Timothy Hunter edited this page Mar 16, 2016 · 24 revisions

TensorFrames user guide

TensorFrames (TensorFlow on Spark Dataframes) lets you manipulate Spark's DataFrames with TensorFlow programs.

This package is highly experimental and is provided as a technical preview only.

Officially supported Spark versions: 1.6+

This user guide helps you run some simple examples with the python and scala interface.

Core API

The core API provides some primitives to express transformation of DataFrames using TensorFlow programs. These programs can be written in python using the official TensorFlow API, in Scala using TensorFrames, or directly by passing a protocol buffer description of the operations graph.

The most simple way of using TensorFrames in a python program is to import TensorFlow and TensorFrames into PySpark:

import tensorflow as tf
import tensorframes as tfs

Additionally, this guide will make use of the following imports from PySpark:

from pyspark.sql import Row
from pyspark.sql.functions import *

Basic concepts

At its core, TensorFlow expresses operations on tensors: homogeneous data structures that consist in an array and a shape. They can be interpreted as a generalization of vectors and matrices:

  • a scalar (real or integer) is a tensor of dimension zero,
  • a vector is a tensor of one dimension,
  • a matrix is a tensor of two dimensions and so on. Tensors of an order higher than four are usually less common and they are not well-supported right now in TensorFrames. For more information about tensors, the TensorFlow tutorial contains extensive documentation.

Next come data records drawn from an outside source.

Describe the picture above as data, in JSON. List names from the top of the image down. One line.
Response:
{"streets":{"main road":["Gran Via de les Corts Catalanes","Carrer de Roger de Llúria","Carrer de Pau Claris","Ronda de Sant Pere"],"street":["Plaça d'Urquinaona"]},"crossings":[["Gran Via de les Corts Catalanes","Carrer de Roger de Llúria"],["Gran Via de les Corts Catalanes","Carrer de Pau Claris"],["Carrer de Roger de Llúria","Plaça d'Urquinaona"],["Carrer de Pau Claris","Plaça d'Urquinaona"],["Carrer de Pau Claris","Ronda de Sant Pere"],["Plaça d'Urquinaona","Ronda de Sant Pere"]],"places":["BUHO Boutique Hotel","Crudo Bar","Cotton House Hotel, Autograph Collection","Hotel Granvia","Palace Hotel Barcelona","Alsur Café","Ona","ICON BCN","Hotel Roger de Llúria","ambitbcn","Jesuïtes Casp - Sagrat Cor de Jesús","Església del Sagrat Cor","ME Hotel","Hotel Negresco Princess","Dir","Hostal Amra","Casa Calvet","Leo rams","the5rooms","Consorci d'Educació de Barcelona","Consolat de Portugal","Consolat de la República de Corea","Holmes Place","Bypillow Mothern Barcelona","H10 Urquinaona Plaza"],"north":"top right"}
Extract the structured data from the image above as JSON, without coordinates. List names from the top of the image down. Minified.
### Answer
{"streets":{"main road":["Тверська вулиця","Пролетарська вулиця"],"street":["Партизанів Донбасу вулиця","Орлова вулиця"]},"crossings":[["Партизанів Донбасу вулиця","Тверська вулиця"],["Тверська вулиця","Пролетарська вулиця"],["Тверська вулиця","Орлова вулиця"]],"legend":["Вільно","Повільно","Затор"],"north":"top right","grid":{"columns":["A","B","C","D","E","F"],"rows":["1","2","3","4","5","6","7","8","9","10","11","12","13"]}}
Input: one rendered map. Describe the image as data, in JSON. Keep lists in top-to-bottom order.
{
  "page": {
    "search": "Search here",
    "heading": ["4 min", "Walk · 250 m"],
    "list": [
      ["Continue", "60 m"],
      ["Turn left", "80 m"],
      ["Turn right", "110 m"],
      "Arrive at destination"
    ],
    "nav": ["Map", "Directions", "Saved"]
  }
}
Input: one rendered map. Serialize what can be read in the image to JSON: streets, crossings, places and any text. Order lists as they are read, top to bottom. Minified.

Blocks In Spark SQL, tensors are represented as single values, as arrays or as arrays of arrays (or arrays of arrays of arrays, etc.). Consider the following table with some reals x and some vectors y.

x y
1 [1.1 1.2]
2 [2.1 2.2]
3 [3.1 3.2]

Spark SQL may decide to chunk this table into several pieces to distribute them across a cluster. For example, it may split the previous table into a first block:

x y
1 [1.1 1.2]

and a second block:

x y
2 [2.1 2.2]
3 [3.1 3.2]

TensorFlow is optimized for operations that manipulate large vectors of numbers at a time, and TensorFrames provides most operations in two forms: a row-based version and a block-based version. In the row based version, TensorFrames will work on one row after the other. In our example, it will process the table as follows:

> process_row: x = 1, y = [1.1 1.2]
> process_row: x = 2, y = [2.1 2.2]
> process_row: x = 3, y = [3.1 3.2]

In the block-based version, TensorFrames will consider each column in a block as a single tensor. In our example, a block transform will process the table as follows:

process_block: x = [1], y = [1.1 1.2] process_block: x = [2 3], y = [[2.1 2.2] [3.1 3.2]]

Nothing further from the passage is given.